> _YOUR OBJECTIVE_
Within this material, find every line where the string "down" appears, and copy it out.

*** INPUT DATA ***

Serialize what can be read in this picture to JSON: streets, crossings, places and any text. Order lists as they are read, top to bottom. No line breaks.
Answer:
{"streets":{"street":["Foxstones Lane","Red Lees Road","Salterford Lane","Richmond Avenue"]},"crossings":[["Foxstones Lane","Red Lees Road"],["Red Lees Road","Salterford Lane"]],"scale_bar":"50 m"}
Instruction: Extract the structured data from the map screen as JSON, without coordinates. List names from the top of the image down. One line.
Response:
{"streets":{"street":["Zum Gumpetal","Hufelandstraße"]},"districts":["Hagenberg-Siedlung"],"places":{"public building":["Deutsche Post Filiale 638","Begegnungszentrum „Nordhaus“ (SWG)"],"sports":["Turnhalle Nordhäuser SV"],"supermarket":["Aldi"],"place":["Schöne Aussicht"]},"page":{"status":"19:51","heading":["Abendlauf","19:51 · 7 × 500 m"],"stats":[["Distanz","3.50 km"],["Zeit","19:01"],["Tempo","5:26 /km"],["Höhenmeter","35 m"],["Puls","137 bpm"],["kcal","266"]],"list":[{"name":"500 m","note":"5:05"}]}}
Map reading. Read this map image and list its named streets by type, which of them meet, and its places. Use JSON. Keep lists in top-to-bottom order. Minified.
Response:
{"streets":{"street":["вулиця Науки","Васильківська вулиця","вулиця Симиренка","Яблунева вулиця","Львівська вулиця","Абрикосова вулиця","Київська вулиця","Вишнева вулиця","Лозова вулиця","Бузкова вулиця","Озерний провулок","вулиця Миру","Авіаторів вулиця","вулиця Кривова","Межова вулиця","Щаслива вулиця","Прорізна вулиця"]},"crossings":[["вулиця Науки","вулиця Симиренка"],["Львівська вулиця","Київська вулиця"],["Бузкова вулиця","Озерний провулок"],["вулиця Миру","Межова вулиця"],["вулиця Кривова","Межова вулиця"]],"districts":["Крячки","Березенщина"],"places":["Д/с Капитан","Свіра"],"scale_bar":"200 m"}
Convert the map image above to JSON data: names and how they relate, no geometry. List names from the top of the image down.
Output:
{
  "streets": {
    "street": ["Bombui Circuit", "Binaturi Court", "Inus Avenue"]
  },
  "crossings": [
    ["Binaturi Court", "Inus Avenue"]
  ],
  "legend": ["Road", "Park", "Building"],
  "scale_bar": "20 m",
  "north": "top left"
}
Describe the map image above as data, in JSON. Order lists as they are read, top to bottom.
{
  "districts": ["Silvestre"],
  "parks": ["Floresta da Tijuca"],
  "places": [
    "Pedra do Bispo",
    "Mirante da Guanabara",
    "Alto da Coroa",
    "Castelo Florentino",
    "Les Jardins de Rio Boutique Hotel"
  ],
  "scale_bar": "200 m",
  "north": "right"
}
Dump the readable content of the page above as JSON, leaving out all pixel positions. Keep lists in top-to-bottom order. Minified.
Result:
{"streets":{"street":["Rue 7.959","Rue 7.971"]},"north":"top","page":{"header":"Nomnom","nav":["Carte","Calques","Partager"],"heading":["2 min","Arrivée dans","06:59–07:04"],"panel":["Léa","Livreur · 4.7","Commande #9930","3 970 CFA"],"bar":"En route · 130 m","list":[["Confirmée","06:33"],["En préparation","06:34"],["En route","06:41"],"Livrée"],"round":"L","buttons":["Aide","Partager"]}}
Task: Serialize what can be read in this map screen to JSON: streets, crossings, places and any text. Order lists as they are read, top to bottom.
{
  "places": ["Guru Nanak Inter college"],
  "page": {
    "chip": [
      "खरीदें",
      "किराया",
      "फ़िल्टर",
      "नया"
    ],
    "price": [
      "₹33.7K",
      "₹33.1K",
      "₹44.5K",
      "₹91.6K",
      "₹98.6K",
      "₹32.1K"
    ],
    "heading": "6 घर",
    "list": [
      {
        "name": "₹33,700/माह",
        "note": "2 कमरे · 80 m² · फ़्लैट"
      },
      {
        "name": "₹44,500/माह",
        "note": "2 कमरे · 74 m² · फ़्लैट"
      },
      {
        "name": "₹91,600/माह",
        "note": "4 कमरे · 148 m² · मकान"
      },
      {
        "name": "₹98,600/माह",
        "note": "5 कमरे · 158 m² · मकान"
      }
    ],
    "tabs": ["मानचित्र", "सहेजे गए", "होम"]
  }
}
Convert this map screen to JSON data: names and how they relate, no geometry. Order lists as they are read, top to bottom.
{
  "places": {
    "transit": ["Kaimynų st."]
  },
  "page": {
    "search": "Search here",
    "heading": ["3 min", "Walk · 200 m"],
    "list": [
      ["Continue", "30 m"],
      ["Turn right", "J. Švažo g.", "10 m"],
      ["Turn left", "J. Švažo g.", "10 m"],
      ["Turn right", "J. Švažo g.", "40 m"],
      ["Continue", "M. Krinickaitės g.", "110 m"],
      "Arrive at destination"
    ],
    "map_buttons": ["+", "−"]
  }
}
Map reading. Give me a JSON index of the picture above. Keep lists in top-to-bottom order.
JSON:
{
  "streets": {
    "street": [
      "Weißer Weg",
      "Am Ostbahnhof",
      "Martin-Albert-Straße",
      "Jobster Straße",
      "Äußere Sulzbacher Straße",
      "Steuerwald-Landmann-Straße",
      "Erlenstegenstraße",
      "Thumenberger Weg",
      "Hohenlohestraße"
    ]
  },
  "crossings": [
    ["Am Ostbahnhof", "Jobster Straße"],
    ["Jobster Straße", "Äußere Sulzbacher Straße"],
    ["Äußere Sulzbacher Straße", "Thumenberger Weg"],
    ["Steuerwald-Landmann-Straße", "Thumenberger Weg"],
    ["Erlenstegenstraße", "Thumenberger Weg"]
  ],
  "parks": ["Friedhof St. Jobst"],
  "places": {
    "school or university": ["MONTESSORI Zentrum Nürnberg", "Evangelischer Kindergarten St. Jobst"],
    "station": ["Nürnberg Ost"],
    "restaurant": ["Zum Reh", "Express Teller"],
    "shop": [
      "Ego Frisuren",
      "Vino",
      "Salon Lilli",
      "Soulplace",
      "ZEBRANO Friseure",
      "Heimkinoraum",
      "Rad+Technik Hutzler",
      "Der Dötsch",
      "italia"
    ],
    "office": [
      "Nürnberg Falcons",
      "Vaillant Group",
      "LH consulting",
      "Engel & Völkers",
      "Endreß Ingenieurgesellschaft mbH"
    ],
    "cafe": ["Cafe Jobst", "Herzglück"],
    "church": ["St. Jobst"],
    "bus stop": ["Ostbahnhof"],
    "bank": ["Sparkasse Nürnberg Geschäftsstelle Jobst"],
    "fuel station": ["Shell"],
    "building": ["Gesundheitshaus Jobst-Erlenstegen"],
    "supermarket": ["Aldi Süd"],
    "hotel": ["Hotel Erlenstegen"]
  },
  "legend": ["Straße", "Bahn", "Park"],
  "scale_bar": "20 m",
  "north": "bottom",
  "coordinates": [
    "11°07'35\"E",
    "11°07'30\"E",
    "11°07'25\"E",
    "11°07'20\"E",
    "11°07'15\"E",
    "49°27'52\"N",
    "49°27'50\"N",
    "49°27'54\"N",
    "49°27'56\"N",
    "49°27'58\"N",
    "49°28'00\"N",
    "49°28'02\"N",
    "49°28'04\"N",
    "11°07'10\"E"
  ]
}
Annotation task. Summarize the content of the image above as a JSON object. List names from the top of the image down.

***

> _TASK ANSWER_
Instruction: Extract the structured data from the map screen as JSON, without coordinates. List names from the top of the image down. One line.
Convert the map image above to JSON data: names and how they relate, no geometry. List names from the top of the image down.
Annotation task. Summarize the content of the image above as a JSON object. List names from the top of the image down.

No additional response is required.